*** Opening of Data records ***
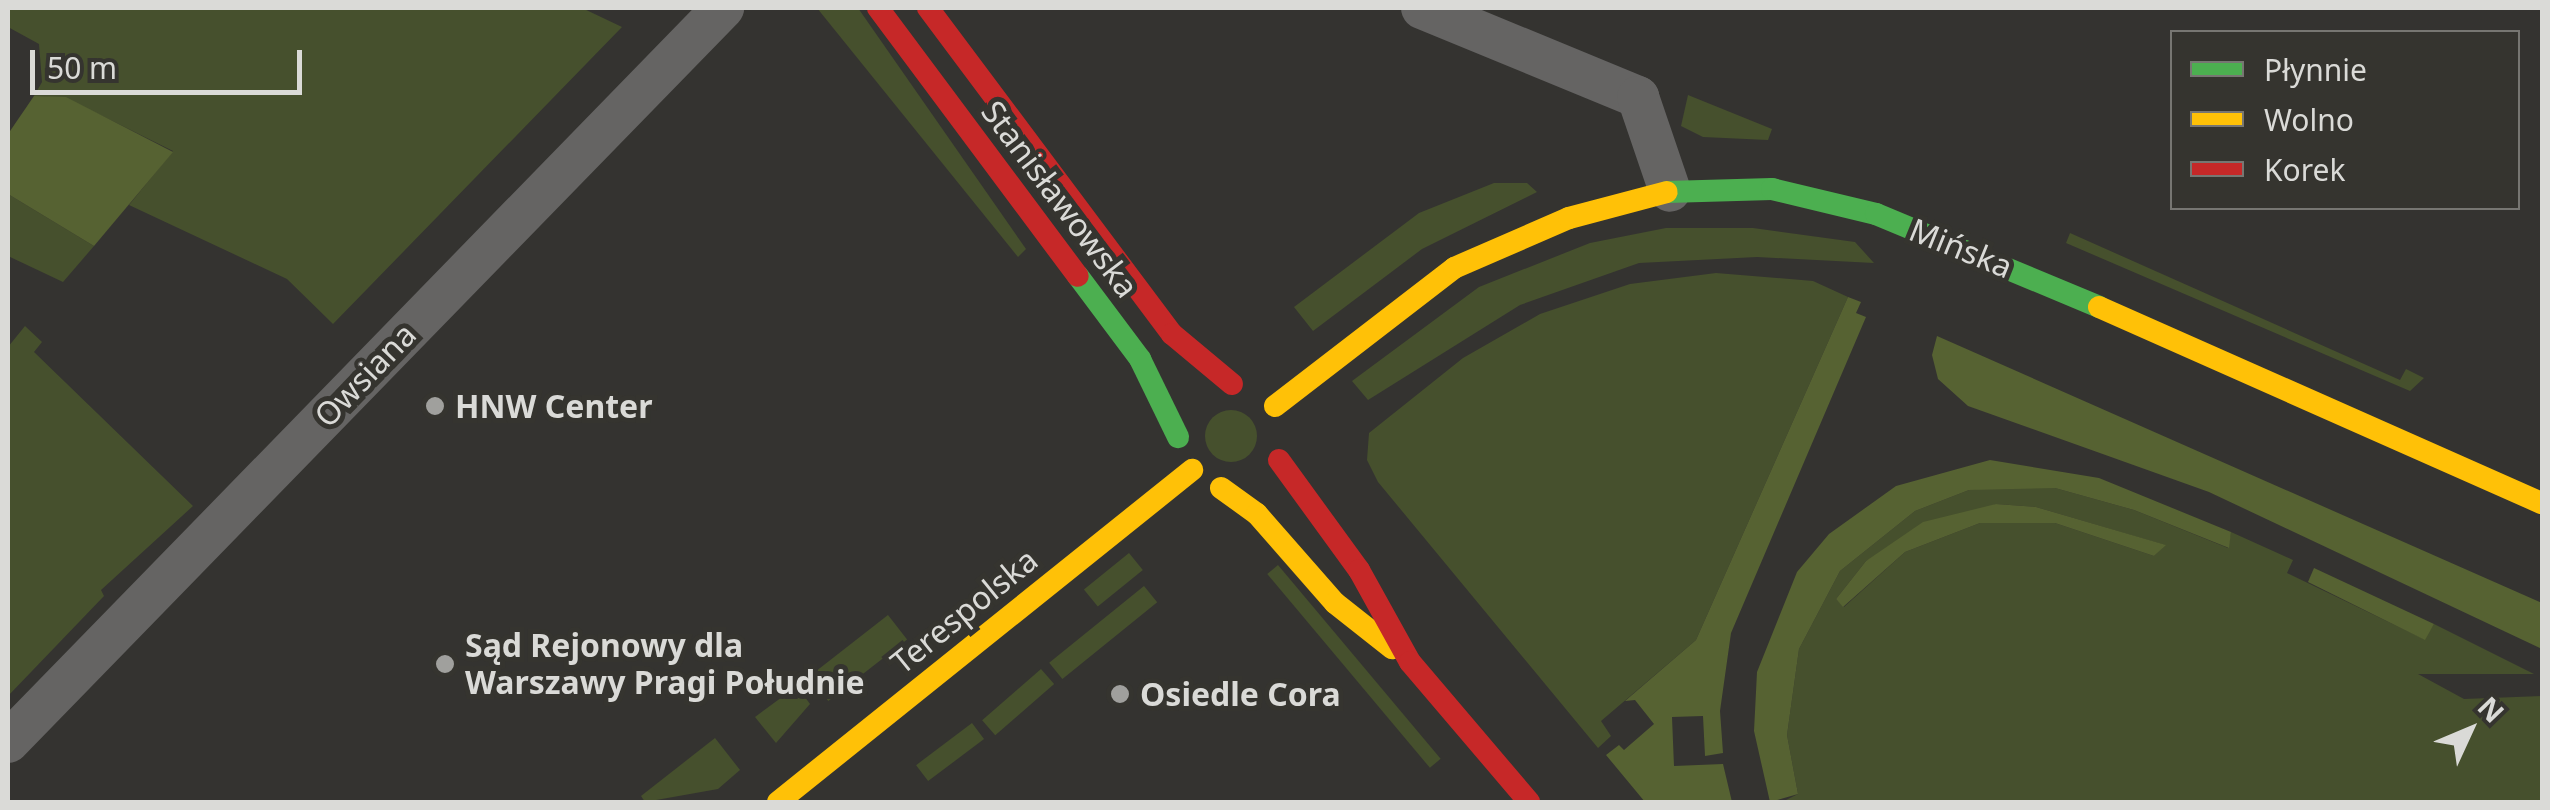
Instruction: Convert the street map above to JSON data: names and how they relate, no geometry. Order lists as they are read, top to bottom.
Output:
{
  "streets": {
    "street": [
      "Stanisławowska",
      "Mińska",
      "Owsiana",
      "Terespolska"
    ]
  },
  "crossings": [
    ["Stanisławowska", "Terespolska"]
  ],
  "places": ["HNW Center", "Sąd Rejonowy dla Warszawy Pragi Południe", "Osiedle Cora"],
  "legend": ["Płynnie", "Wolno", "Korek"],
  "scale_bar": "50 m",
  "north": "top right"
}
*** Close of Data records ***
What you will do ->
The entries above are to be reproduced exactly, with the pictures dropped.

Solution ->
Instruction: Convert the street map above to JSON data: names and how they relate, no geometry. Order lists as they are read, top to bottom.
Output:
{
  "streets": {
    "street": [
      "Stanisławowska",
      "Mińska",
      "Owsiana",
      "Terespolska"
    ]
  },
  "crossings": [
    ["Stanisławowska", "Terespolska"]
  ],
  "places": ["HNW Center", "Sąd Rejonowy dla Warszawy Pragi Południe", "Osiedle Cora"],
  "legend": ["Płynnie", "Wolno", "Korek"],
  "scale_bar": "50 m",
  "north": "top right"
}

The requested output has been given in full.